§ WORK ITEM: Scan the records for the string "function"; copy each line where it occurs.

§ TASK INPUTS:
■ ■ ■
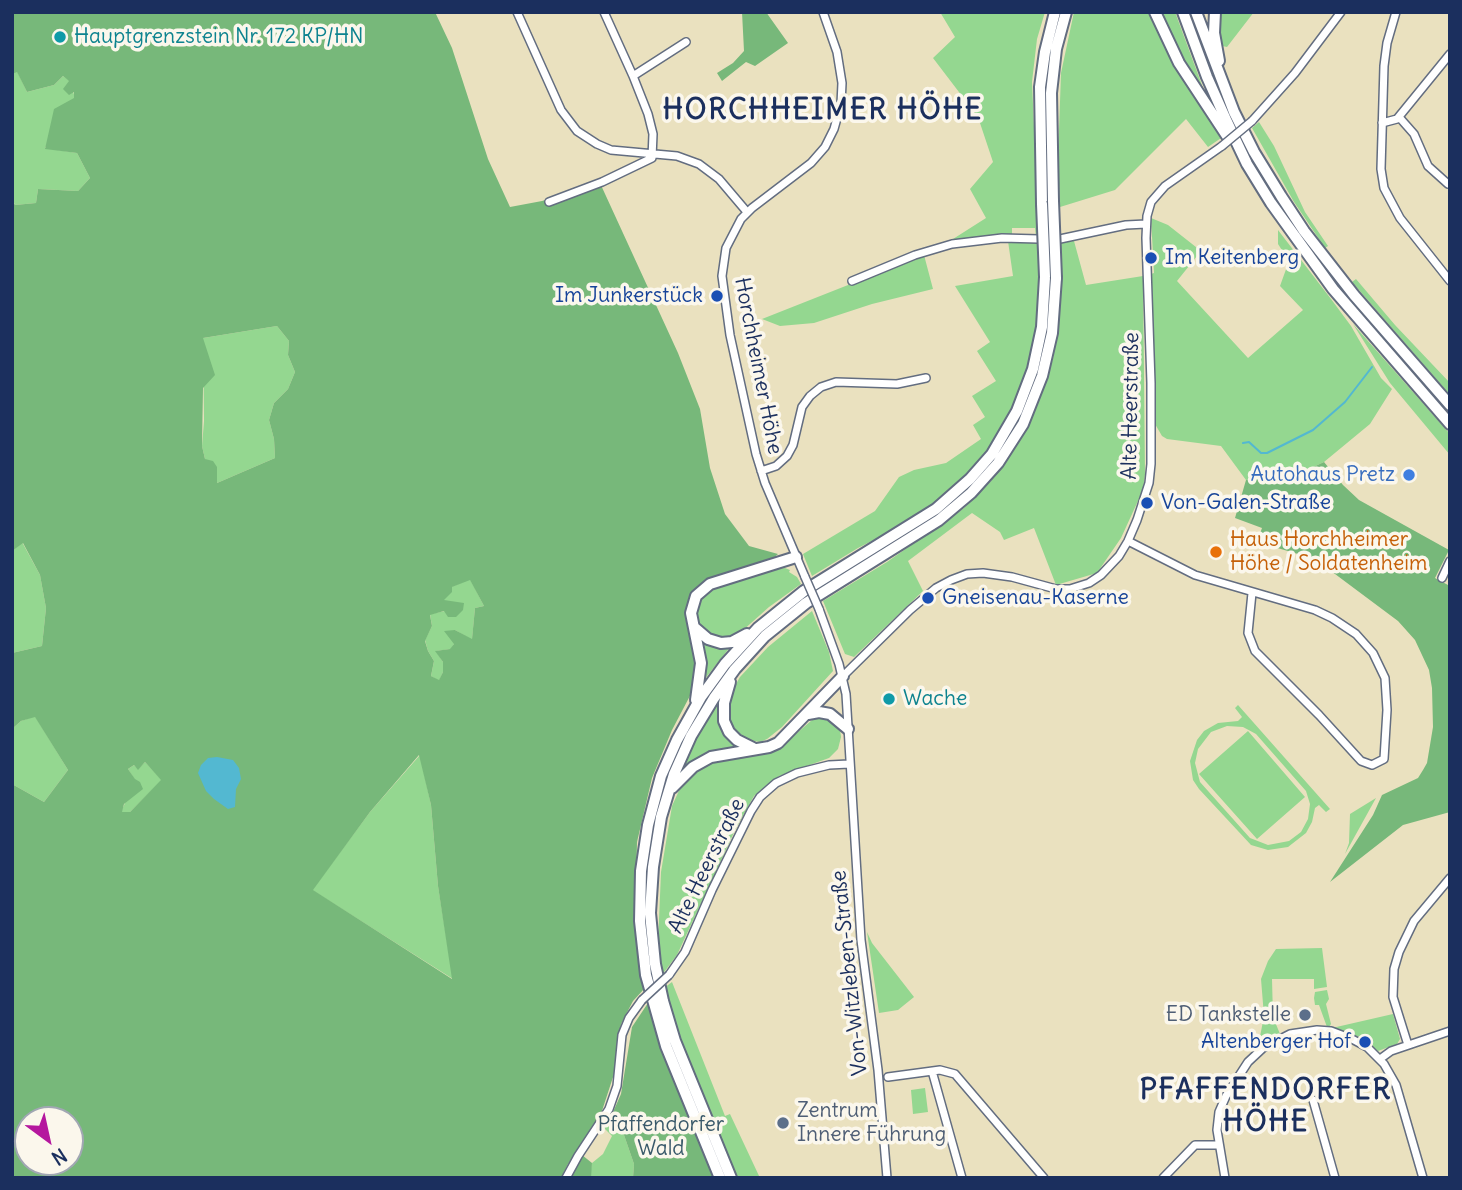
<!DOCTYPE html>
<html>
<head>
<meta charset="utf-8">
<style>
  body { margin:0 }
  #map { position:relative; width:1462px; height:1190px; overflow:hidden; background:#eae1bf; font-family:Delius,sans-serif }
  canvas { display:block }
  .frame { position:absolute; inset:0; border:14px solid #1b2f5e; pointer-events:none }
  .north { position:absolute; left:14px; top:1106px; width:70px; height:70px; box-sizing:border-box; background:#fbf7ec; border:2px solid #a1a7b3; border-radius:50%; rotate:147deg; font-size:19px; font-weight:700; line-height:28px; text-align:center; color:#1b2f5e }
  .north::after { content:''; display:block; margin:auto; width:24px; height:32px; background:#b5179e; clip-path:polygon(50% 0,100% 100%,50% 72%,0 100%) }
</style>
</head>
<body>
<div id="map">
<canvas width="1462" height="1190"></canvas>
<div class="frame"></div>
<div class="north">N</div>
</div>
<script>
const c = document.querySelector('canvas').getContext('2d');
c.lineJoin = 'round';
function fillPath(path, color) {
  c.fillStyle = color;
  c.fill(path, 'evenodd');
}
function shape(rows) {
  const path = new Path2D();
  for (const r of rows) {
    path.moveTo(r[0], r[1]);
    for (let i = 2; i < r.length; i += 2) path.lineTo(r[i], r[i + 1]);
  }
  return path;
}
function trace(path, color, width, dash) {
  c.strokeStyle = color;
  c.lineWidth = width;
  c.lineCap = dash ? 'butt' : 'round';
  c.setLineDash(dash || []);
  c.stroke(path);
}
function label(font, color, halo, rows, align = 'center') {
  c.font = font + ' Delius,sans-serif';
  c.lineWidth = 7;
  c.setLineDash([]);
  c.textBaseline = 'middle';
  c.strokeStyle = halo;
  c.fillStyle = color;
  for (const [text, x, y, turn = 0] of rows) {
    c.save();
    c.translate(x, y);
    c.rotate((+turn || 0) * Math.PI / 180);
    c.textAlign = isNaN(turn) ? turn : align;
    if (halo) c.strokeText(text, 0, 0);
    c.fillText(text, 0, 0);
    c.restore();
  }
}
fillPath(shape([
  [940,12,1045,12,1037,39,1032,82,1039,237,1036,237,1035,228,1012,228,1012,236,954,243,953,239,986,218,970,189,993,162,978,117,933,58,955,37],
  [1074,12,1152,12,1224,136,1208,147,1186,119,1115,190,1060,207,1058,159,1061,73],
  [1160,12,1175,12,1206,96,1183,63],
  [1218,12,1254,12,1227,47,1218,45],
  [17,71,27,92,54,85,63,76,70,81,75,98,45,148,77,153,90,178,78,191,38,189,36,203,15,205,12,198,12,74],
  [1259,122,1274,146,1305,212,1328,246,1325,248,1294,202,1252,128],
  [1151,218,1168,225,1201,251,1177,281,1248,358,1303,310,1280,286,1289,261,1278,244,1278,230,1331,299,1351,326,1381,378,1392,389,1370,424,1324,462,1294,476,1246,480,1221,446,1167,439,1162,436,1155,424,1151,274,1154,273],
  [1008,241,1039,241,1040,301,1035,350,1014,407,994,442,967,476,934,504,905,524,858,548,812,576,803,554,875,511,899,477,914,470,946,463,981,439,973,425,985,417,972,396,996,381,977,351,990,342,955,286,1013,276],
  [1074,241,1086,285,1143,276,1145,474,1143,490,1121,538,1097,573,1056,585,1034,528,1004,540,1000,532,972,513,908,561,923,591,854,657,845,654,823,601,887,562,964,508,991,481,1019,440,1034,413,1053,359,1059,311,1060,242],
  [924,255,933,289,872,304,814,323,780,326,762,319],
  [1356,279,1395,325,1450,383,1450,395,1352,282],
  [1353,324,1450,434,1450,455,1390,383],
  [277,326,289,341,288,355,295,372,288,389,274,403,269,420,274,439,275,458,217,483,205,459,202,446,204,421,203,338],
  [22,542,40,575,46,608,42,646,12,653,12,551],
  [785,568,790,570,789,572,797,577,801,584,769,607,741,632,729,638,716,639,699,627,695,617,698,602,711,588,774,569],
  [470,579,484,606,475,608,472,640,455,630,454,644,451,649,436,651,443,662,443,672,439,681,431,676,434,661,428,651,425,640,432,626,430,614,445,611,443,601,451,587],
  [812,611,829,652,833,671,782,727,767,739,760,742,743,739,731,727,728,713,728,700,732,691,740,677,768,647],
  [704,642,731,646,704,680,702,644],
  [715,703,720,706,742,747,687,767,683,765],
  [1238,705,1330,809,1326,812,1319,805,1315,808,1312,822,1306,833,1288,847,1268,850,1251,845,1199,789,1193,780,1190,761,1197,740,1204,731,1218,723,1238,721,1242,717,1235,708],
  [1227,726,1243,727,1256,734,1306,791,1310,804,1308,819,1301,832,1289,841,1268,845,1250,838,1200,782,1195,763,1198,749,1211,732],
  [35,716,68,770,44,802,12,784,12,729,21,721],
  [818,718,829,718,840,729,841,737,838,749,829,758,779,776,754,796,736,828,677,955,662,975,658,944,661,872,672,806,682,784,707,762,782,746,812,720],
  [1248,731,1305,797,1257,839,1199,774],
  [420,755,431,805,438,886,453,979,312,890,370,812],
  [145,762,162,780,130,812,121,812,135,780,128,769,134,765,138,769],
  [1376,798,1345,854,1349,843,1350,814],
  [867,932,872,943,914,997,898,1010,879,1013],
  [1322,948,1327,987,1314,989,1314,979,1272,979,1273,1017,1280,1034,1258,1047,1264,1016,1261,979,1268,961,1276,949],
  [672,982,725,1116,730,1114,760,1178,735,1178,685,1056,664,988],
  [1327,990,1329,999,1326,1004,1331,1024,1329,1027,1327,1027,1319,1005,1315,1005,1314,998,1315,992],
  [1393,1014,1400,1039,1397,1044,1378,1051,1360,1037,1332,1028],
  [925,1088,928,1112,913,1114,911,1090],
  [610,1119,612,1125,619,1128,624,1135,634,1164,633,1178,591,1178,590,1175,592,1163,603,1154,612,1136,604,1128]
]), '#94d790');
fillPath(shape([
  [12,12,435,12,452,48,488,159,510,207,542,201,600,183,678,353,700,409,710,468,725,514,749,546,778,554,770,561,696,590,698,659,692,692,672,730,652,778,637,842,635,932,644,989,633,1001,621,1024,614,1074,600,1117,568,1164,561,1178,12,1178,12,784,44,802,68,770,35,717,21,721,12,729,12,653,42,646,46,608,40,575,23,543,12,551,12,199,15,205,36,203,38,189,78,191,90,178,77,153,45,149,54,109,74,98,74,92,69,95,63,89,69,81,63,76,54,85,27,92,17,72,12,74],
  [277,326,289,341,288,355,295,372,288,389,274,403,269,420,274,439,275,458,217,483,217,467,213,461,205,459,202,446,203,388,215,375,203,338],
  [470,580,484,606,475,608,472,639,455,630,444,631,454,644,450,649,435,651,443,662,443,672,439,680,431,676,434,661,428,651,425,641,432,626,430,615,444,611,448,617,456,617,463,610,464,603,444,600,452,592,452,587],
  [419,755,431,805,438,886,452,979,313,890,370,812],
  [145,762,161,780,130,812,122,812,124,804,143,789,140,782,135,779,128,769,134,765,138,770],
  [28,1120,70,1120,70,1162,28,1162],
  [742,12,766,12,788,43,755,66,746,62,722,81,717,73,733,63,744,51],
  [1324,462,1343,485,1359,500,1449,550,1435,578,1448,585,1450,582,1450,812,1403,825,1330,882,1373,815,1382,795,1418,778,1423,770,1427,763,1433,727,1432,688,1429,670,1415,640,1398,621,1331,571,1298,554,1257,542,1262,528,1235,518,1246,480,1294,476],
  [648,1003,666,1060,716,1178,633,1178,634,1164,624,1135,619,1128,612,1125,610,1119,621,1094,632,1027],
  [582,1155,592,1163,591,1178,569,1178]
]), '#77b87a');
fillPath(shape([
  [217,757,233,760,239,768,241,779,236,789,235,807,228,809,214,799,206,791,198,773,201,765,208,758]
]), '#53b8d1');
trace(shape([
  [1243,443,1249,442,1261,453,1267,453,1313,430,1345,402,1372,367]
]), '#53b8d1', 2);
const minor = shape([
  [517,12,561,110,577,131,597,144,611,150,677,156,699,164,719,179,747,212],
  [1396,12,1387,43,1384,66,1381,169,1384,188,1400,218,1450,281],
  [633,76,686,42],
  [1399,117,1414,134,1428,166,1448,184],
  [1252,121,1295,73,1341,12],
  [1382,123,1397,119,1450,54],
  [549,202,602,182,652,158,653,134,648,114,633,76,604,12],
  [1060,239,1126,225,1146,224],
  [852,281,915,255,952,244,1002,238,1039,239],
  [761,471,776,466,787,456,793,445,802,407,810,396,821,387,836,382,897,384,926,378],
  [1128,541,1195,575,1315,610,1332,618,1356,634,1373,653,1385,678,1387,710,1384,759,1372,765,1361,761,1319,715,1255,651,1248,633,1252,593],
  [805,577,765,483,756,454,730,335,722,276,726,248,741,219,752,208,811,163,825,147,834,129,841,104,842,83,837,52,823,12],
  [1442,578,1450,561],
  [819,609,839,664,846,694,861,940,878,1070,887,1178],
  [843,676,910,610,936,588,951,580,967,574,983,573,1012,577,1056,589,1070,589,1089,583,1101,575,1119,556,1128,541,1137,520,1149,483,1151,464,1151,383,1146,238,1147,216,1151,202,1165,186,1222,146],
  [669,975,685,952,712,890,751,811,760,797,776,783,797,773,829,765,849,764],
  [1408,1045,1393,997,1394,969,1399,952,1414,921,1450,878],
  [1380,1059,1391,1051,1450,1031],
  [932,1071,962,1178],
  [888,1077,940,1070,955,1074,1044,1178],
  [1313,1100,1335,1178],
  [566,1178,578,1156,609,1109,617,1086,622,1035,629,1018,642,1000],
  [1163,1178,1195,1145,1218,1145],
  [1225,1178,1217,1130,1219,1112,1226,1096,1248,1062,1263,1048,1290,1034,1317,1030,1331,1031,1352,1039,1367,1047,1384,1064,1396,1085,1423,1178]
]);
const highway = shape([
  [1155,12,1179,63,1227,136],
  [1183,12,1207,77,1227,122,1247,164,1271,203,1333,289,1450,424],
  [1196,12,1234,112,1254,152,1281,196,1304,231,1354,295,1450,405],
  [1215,12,1214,33,1219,61],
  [1053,201,1051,93,1056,49,1066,12],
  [1042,204,1040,87,1045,52,1055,12],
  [694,627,708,639,721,643,732,642,747,634],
  [730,682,724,703,724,721,729,732,737,740,753,748],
  [696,700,701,663,691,613,696,596,710,584,796,557],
  [808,714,819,712,830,714,848,729],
  [672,788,693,767,711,757,769,747,778,743,843,676],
  [720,1178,666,1046,646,975,640,921,641,871,648,825,661,776,677,740,701,697,725,664,758,628,804,591,936,509,970,479,992,454,1017,411,1033,369,1042,327,1045,277],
  [731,1178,675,1041,663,1001,655,964,650,913,653,867,661,817,674,774,691,736,714,698,735,669,765,636,806,603,939,520,971,493,998,463,1023,424,1042,376,1052,333,1056,278]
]);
trace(minor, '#636d80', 10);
trace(highway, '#636d80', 14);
trace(minor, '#fff', 7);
trace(highway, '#fff', 10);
const minorBridge = shape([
  [1222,146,1252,121],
  [805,577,819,609],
  [642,1000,669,975]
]);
const highwayBridge = shape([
  [1053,201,1056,278],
  [1042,204,1045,277]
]);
trace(minorBridge, '#636d80', 10, []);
trace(highwayBridge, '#636d80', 14, []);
trace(minorBridge, '#fff', 7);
trace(highwayBridge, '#fff', 10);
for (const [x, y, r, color] of [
  [60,37,7,"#0f9aa8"],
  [1151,258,7,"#1a4fb4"],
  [717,296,7,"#1a4fb4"],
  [1409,475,7,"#3f7fe0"],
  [1147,503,7,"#1a4fb4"],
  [1216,552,7,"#e8710a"],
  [928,598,7,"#1a4fb4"],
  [889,699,7,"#0f9aa8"],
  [1305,1015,7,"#5c6f8a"],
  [1365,1042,7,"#1a4fb4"],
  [783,1123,7,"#5c6f8a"]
]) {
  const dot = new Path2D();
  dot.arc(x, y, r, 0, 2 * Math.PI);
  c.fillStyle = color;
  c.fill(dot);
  trace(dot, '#fbf7ec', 2.5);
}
label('21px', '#0d838f', '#fbf7ec', [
  ["Hauptgrenzstein Nr. 172 KP/HN",74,37],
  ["Wache",903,699]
], 'left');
label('21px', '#164399', '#fbf7ec', [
  ["Im Keitenberg",1165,258],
  ["Im Junkerstück",703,296,"right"],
  ["Von-Galen-Straße",1161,503],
  ["Gneisenau-Kaserne",942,598],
  ["Altenberger Hof",1351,1042,"right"]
], 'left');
label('21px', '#1b2f5e', '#fbf7ec', [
  ["Horchheimer Höhe",758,366,79],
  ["Alte Heerstraße",1131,406,-89],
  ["Alte Heerstraße",707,866,-64],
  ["Von-Witzleben-Straße",850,973,-96]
]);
label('21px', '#366cbe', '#fbf7ec', [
  ["Autohaus Pretz",1395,475]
], 'right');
label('21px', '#c56008', '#fbf7ec', [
  ["Haus Horchheimer",1230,540],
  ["Höhe / Soldatenheim",1230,564]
], 'left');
label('21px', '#4e5e75', '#fbf7ec', [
  ["ED Tankstelle",1291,1015],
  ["Zentrum",797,1111,"left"],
  ["Innere Führung",797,1135,"left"]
], 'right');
label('21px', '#39596a', '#fbf7ec', [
  ["Pfaffendorfer",661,1125],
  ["Wald",661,1149]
]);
c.letterSpacing = '2px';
label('bold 28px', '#1b2f5e', '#fbf7ec', [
  ["HORCHHEIMER HÖHE",823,111],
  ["PFAFFENDORFER",1266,1091],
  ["HÖHE",1266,1123]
]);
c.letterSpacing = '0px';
</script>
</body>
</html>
■ ■ ■
§ EXERCISE ANSWER:
function fillPath(path, color) {
function shape(rows) {
function trace(path, color, width, dash) {
function label(font, color, halo, rows, align = 'center') {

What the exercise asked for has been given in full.